The PHQ-9 maps total scores to five severity categories. Add five Information Results that display the appropriate category based on the score. Name each result after its severity level and add a visibility rule so only one displays at a time:

  • Minimal depression — visible when Total Score is 0–4
  • Mild depression — visible when Total Score is 5–9
  • Moderate depression — visible when Total Score is 10–14
  • Moderately severe depression — visible when Total Score is 15–19
  • Severe depression — visible when Total Score is 20–27

For each information result, write a brief clinical description. For example, the "Moderate depression" result might say: "A score of 10–14 suggests moderate depression. Consider treatment with pharmacotherapy and/or psychotherapy."

Add a visibility rule to each result by clicking its settings and configuring a condition based on the Total Score value. See Visibility rules for how to set up these conditions.

Test with scenarios

Before publishing, verify your scoring logic using scenario testing. Create at least three test scenarios:

  1. All zeros — Patient selects "Not at all" for every question. Expected total: 0. Expected category: Minimal depression.
  2. All threes — Patient selects "Nearly every day" for every question. Expected total: 27. Expected category: Severe depression.
  3. Mixed responses — A realistic mix of responses. Verify the total and category are correct.

Run each scenario and confirm the results match your expectations. See Scenario testing for details on creating and running scenarios.

Preview and publish

Click Preview to walk through the evaluation as a patient would experience it. Verify that questions display correctly, the response options are clear, and the results show the right severity category for your test answers.

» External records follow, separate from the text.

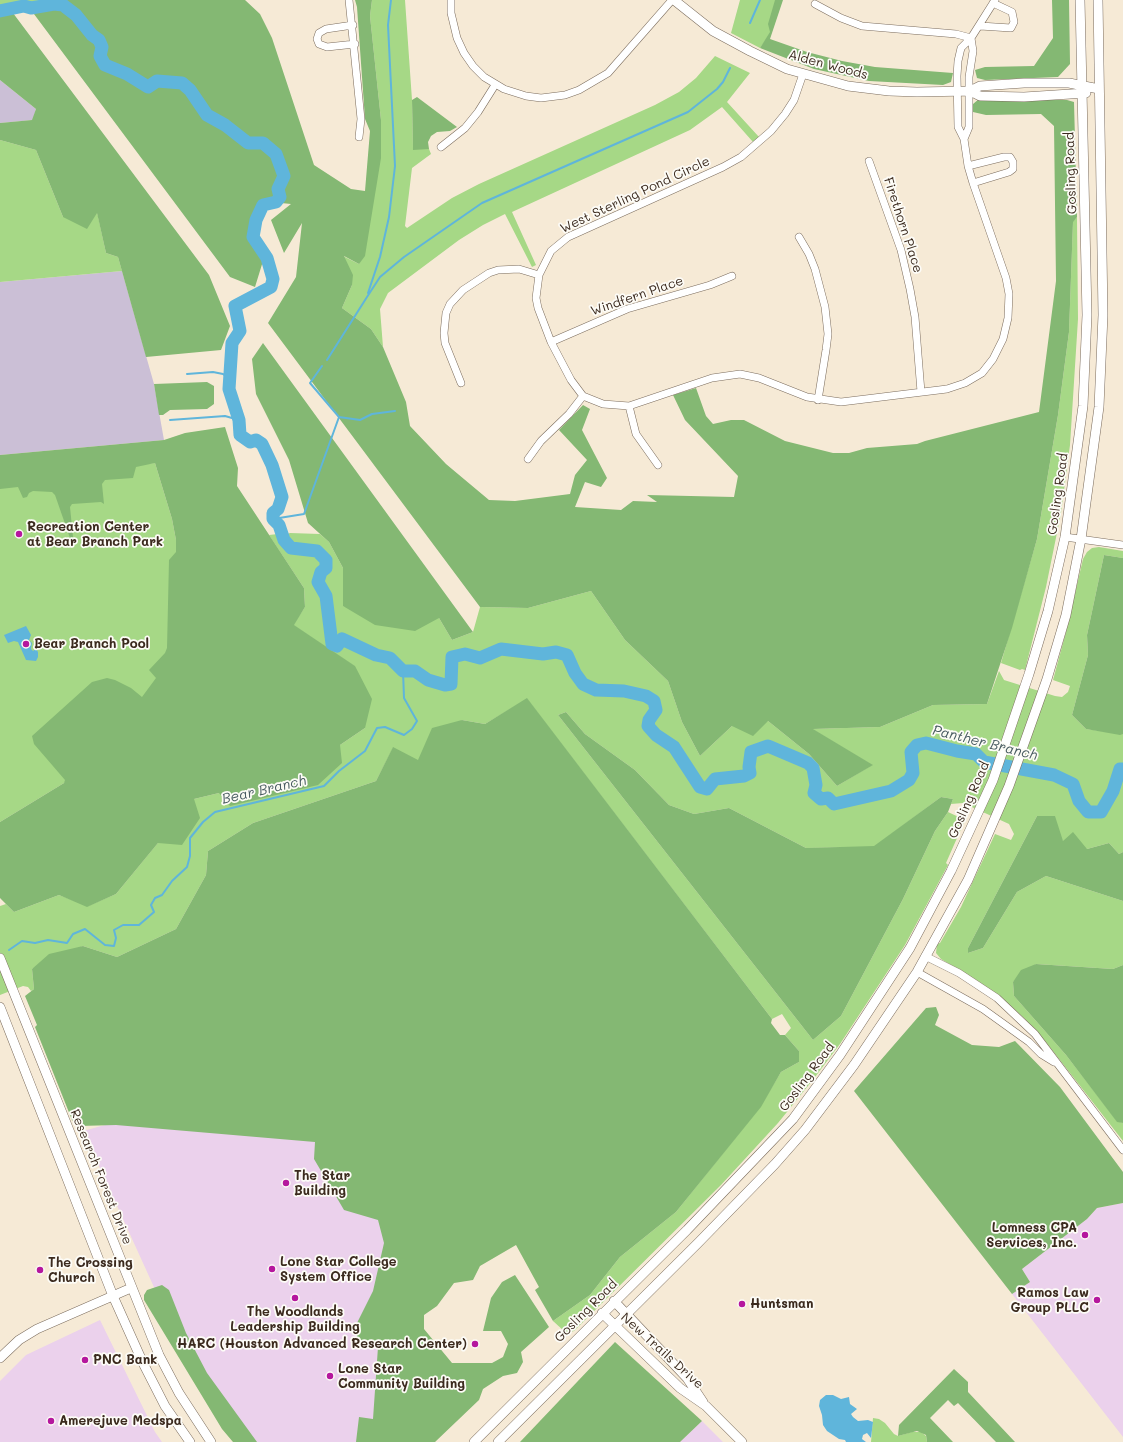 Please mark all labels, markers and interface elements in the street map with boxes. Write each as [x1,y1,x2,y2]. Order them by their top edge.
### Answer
street label: Alden Woods [787,47,869,83]
street label: Gosling Road [1062,132,1080,214]
street label: West Sterling Pond Circle [558,153,712,237]
street label: Firethorn Place [880,175,926,275]
street label: Windfern Place [589,273,685,319]
street label: Gosling Road [1045,452,1071,536]
place label: Recreation Center at Bear Branch Park [27,519,163,550]
marker: Recreation Center at Bear Branch Park [14,529,24,539]
place label: Bear Branch Pool [34,636,149,652]
marker: Bear Branch Pool [21,639,31,649]
water label: Panther Branch [931,722,1039,764]
street label: Gosling Road [945,759,993,841]
water label: Bear Branch [220,772,308,808]
street label: Gosling Road [776,1039,838,1115]
street label: Research Forest Drive [67,1107,135,1247]
place label: The Star Building [294,1168,350,1199]
marker: The Star Building [281,1178,291,1188]
place label: Lomness CPA Services, Inc. [986,1220,1077,1251]
marker: Lomness CPA Services, Inc. [1080,1230,1090,1240]
place label: Lone Star College System Office [280,1254,396,1285]
place label: The Crossing Church [48,1255,133,1286]
marker: Lone Star College System Office [267,1264,277,1274]
marker: The Crossing Church [35,1265,45,1275]
street label: Gosling Road [551,1276,621,1346]
place label: Ramos Law Group PLLC [1010,1285,1089,1316]
marker: The Woodlands Leadership Building [290,1293,300,1303]
marker: Ramos Law Group PLLC [1092,1295,1102,1305]
place label: Huntsman [750,1296,813,1312]
marker: Huntsman [737,1299,747,1309]
place label: The Woodlands Leadership Building [230,1304,360,1335]
street label: New Trails Drive [617,1310,707,1392]
place label: HARC (Houston Advanced Research Center) [177,1336,467,1352]
marker: HARC (Houston Advanced Research Center) [470,1339,480,1349]
place label: PNC Bank [93,1352,157,1368]
marker: PNC Bank [80,1355,90,1365]
place label: Lone Star Community Building [338,1361,465,1392]
marker: Lone Star Community Building [325,1371,335,1381]
place label: Amerejuve Medspa [59,1413,182,1429]
marker: Amerejuve Medspa [46,1416,56,1426] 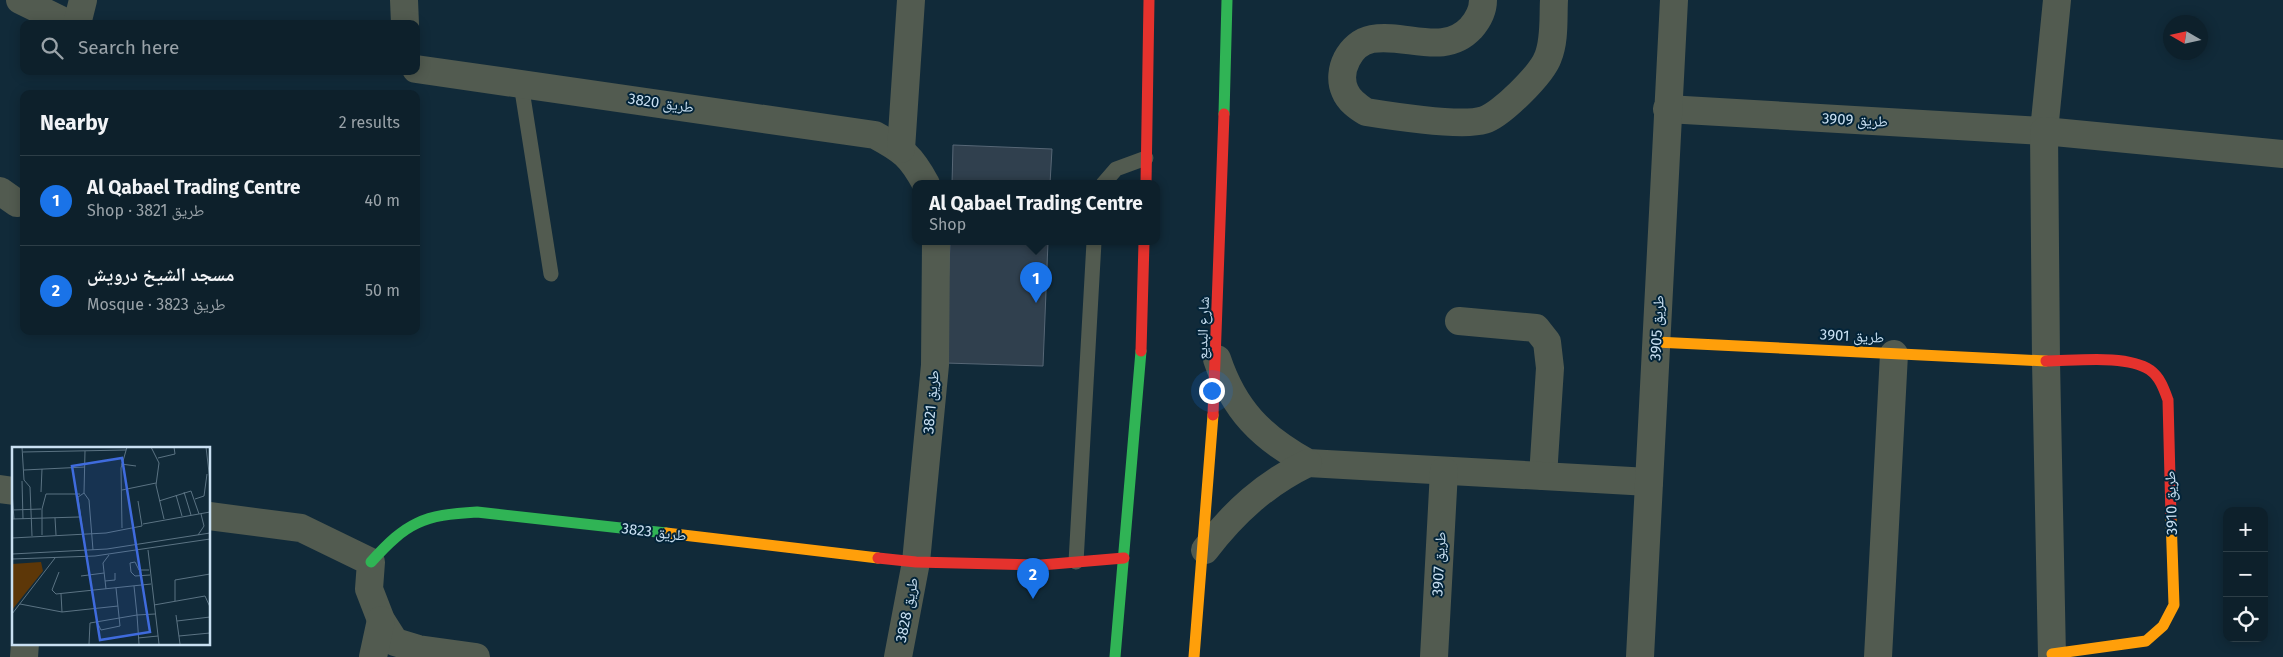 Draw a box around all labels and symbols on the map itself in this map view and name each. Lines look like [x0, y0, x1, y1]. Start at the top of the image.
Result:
north arrow [2163, 15, 2208, 60]
street label: طريق 3820 [627, 89, 695, 118]
street label: طريق 3909 [1822, 109, 1889, 132]
pin: 1 [1020, 262, 1052, 303]
street label: طريق 3905 [1646, 295, 1669, 361]
street label: شارع البديع [1193, 296, 1214, 360]
street label: طريق 3901 [1819, 325, 1885, 348]
street label: طريق 3821 [919, 369, 944, 435]
your location [1199, 378, 1225, 404]
inset map [12, 447, 210, 644]
street label: طريق 3910 [2161, 470, 2182, 536]
street label: طريق 3823 [620, 519, 688, 546]
street label: طريق 3907 [1428, 531, 1451, 597]
pin: 2 [1017, 558, 1049, 599]
street label: طريق 3828 [892, 576, 923, 644] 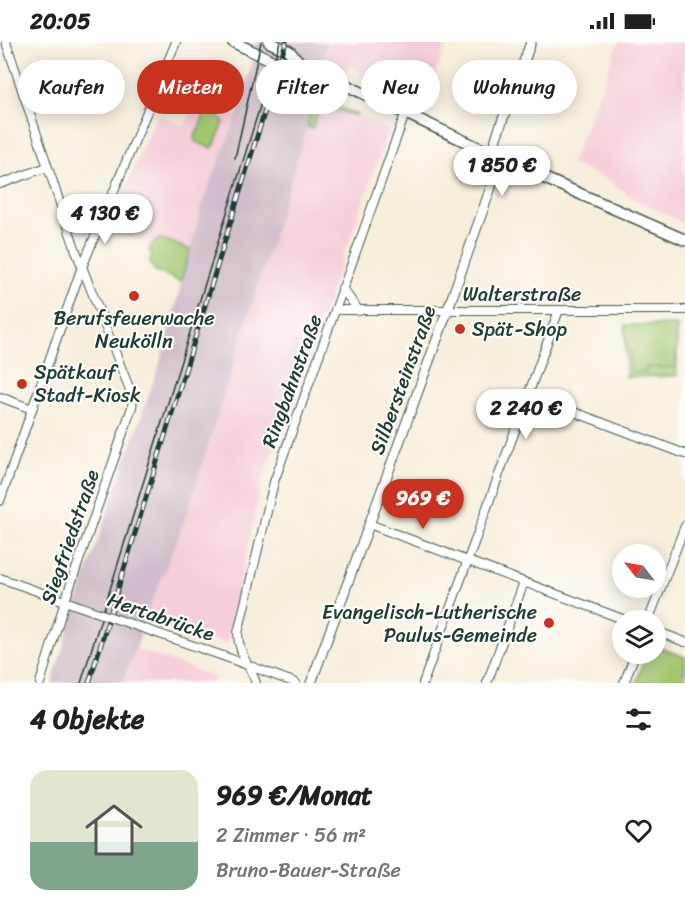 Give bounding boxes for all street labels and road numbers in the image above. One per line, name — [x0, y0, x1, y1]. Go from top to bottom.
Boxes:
street label: Walterstraße — [463, 277, 581, 312]
street label: Silbersteinstraße — [360, 300, 446, 460]
street label: Ringbahnstraße — [252, 309, 332, 453]
street label: Siegfriedstraße — [31, 464, 110, 609]
street label: Hertabrücke — [103, 582, 220, 652] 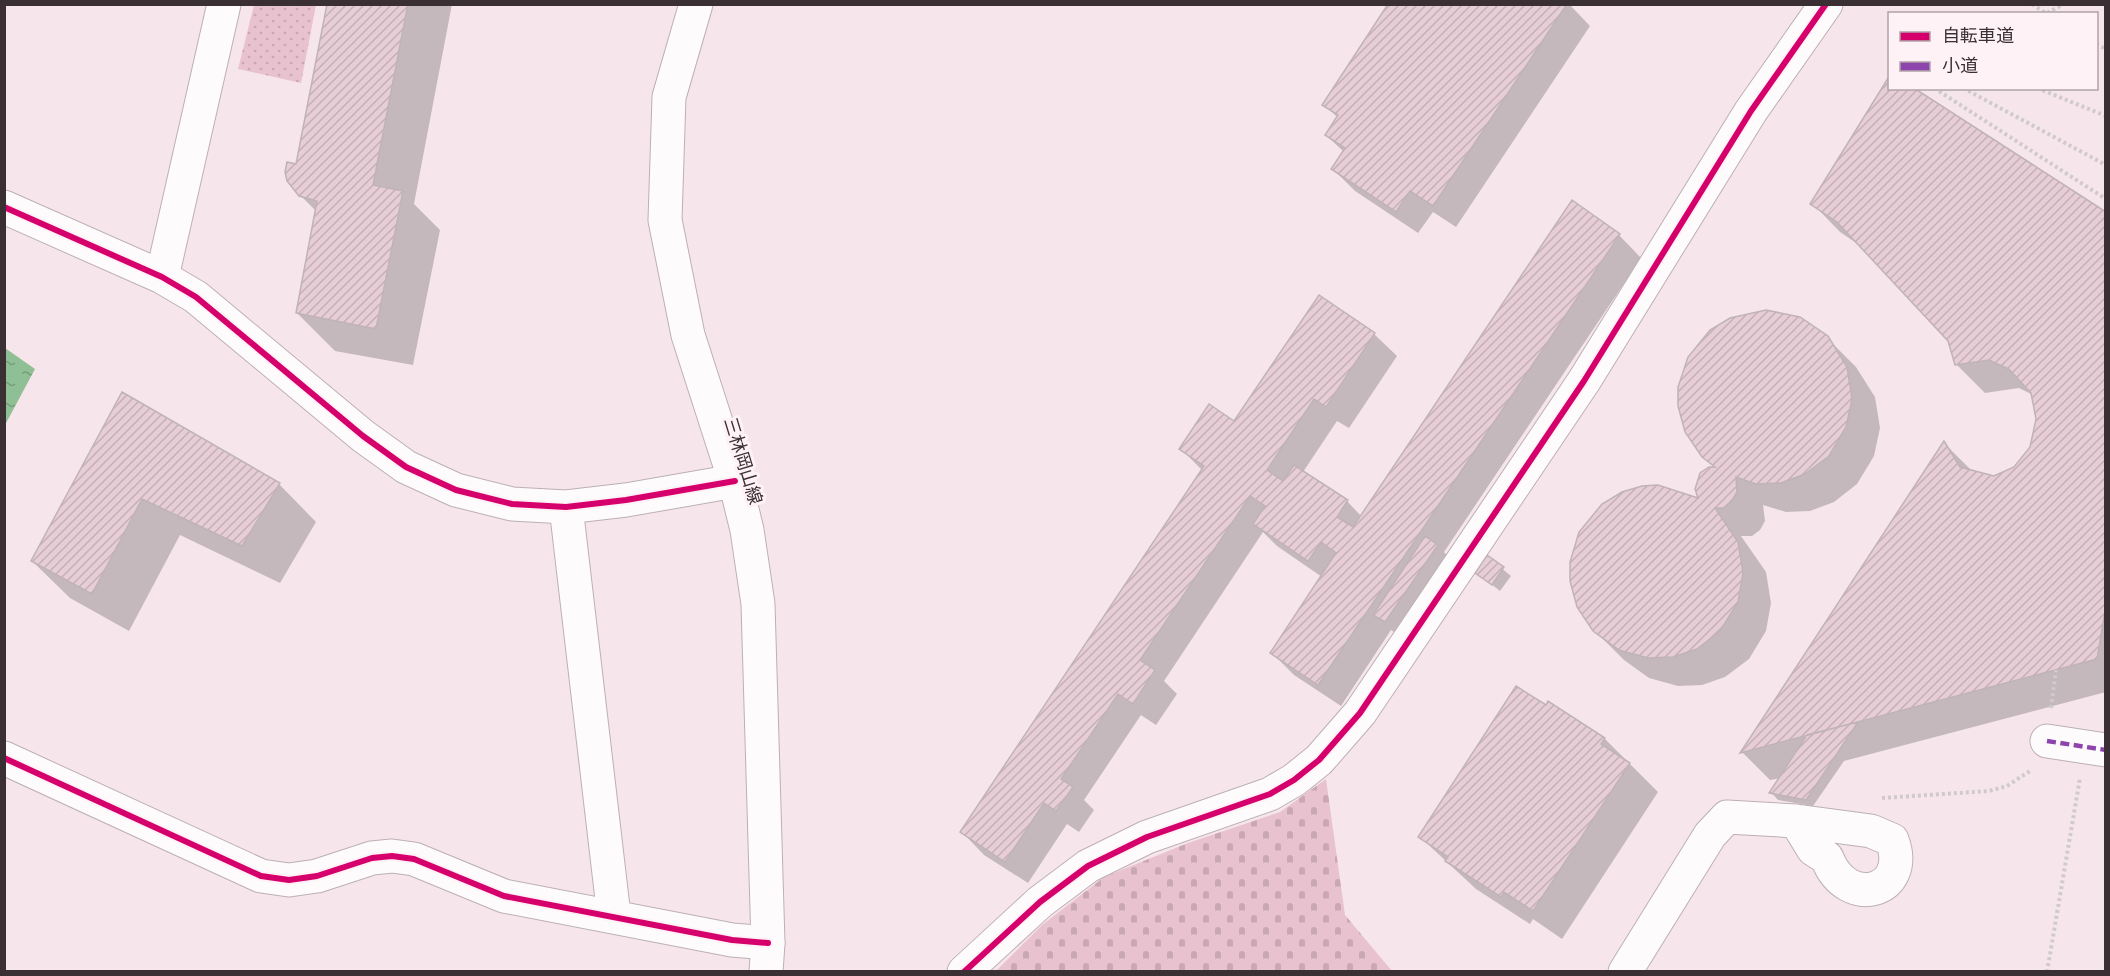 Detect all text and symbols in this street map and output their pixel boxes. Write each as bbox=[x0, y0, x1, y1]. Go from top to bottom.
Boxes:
legend bbox=[1888, 12, 2098, 90]
text: 自転車道 bbox=[1942, 25, 2014, 47]
text: 小道 bbox=[1942, 55, 1978, 77]
street label: 三林岡山線 bbox=[719, 415, 767, 507]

When everything looks right, click Publish. Your PHQ-9 is now available in your Private Library and can be assigned to patients, added to Care Panels, or deployed through schedules.

What's next

Now that your PHQ-9 is published, you can:

  • Assign it to a patient — Open a patient's chart and run the evaluation from the Results tab. See Running an evaluation.
  • Add it to a Care Panel — Set the PHQ-9 as a default evaluation on a Care Panel to track depression scores across a patient population. See Creating and configuring panels.
  • Schedule recurring screenings — Create a schedule that automatically assigns the PHQ-9 to patients at regular intervals. See the scheduled assessment tutorial.
  • Share with your team — Adjust permissions to make the evaluation available to your entire organization. See Permissions.
The PHQ-9 is in the public domain and does not require licensing fees. If you'd like to use a pre-built version instead of building your own, search for "PHQ-9" in the Marketplace — several validated versions are available for free.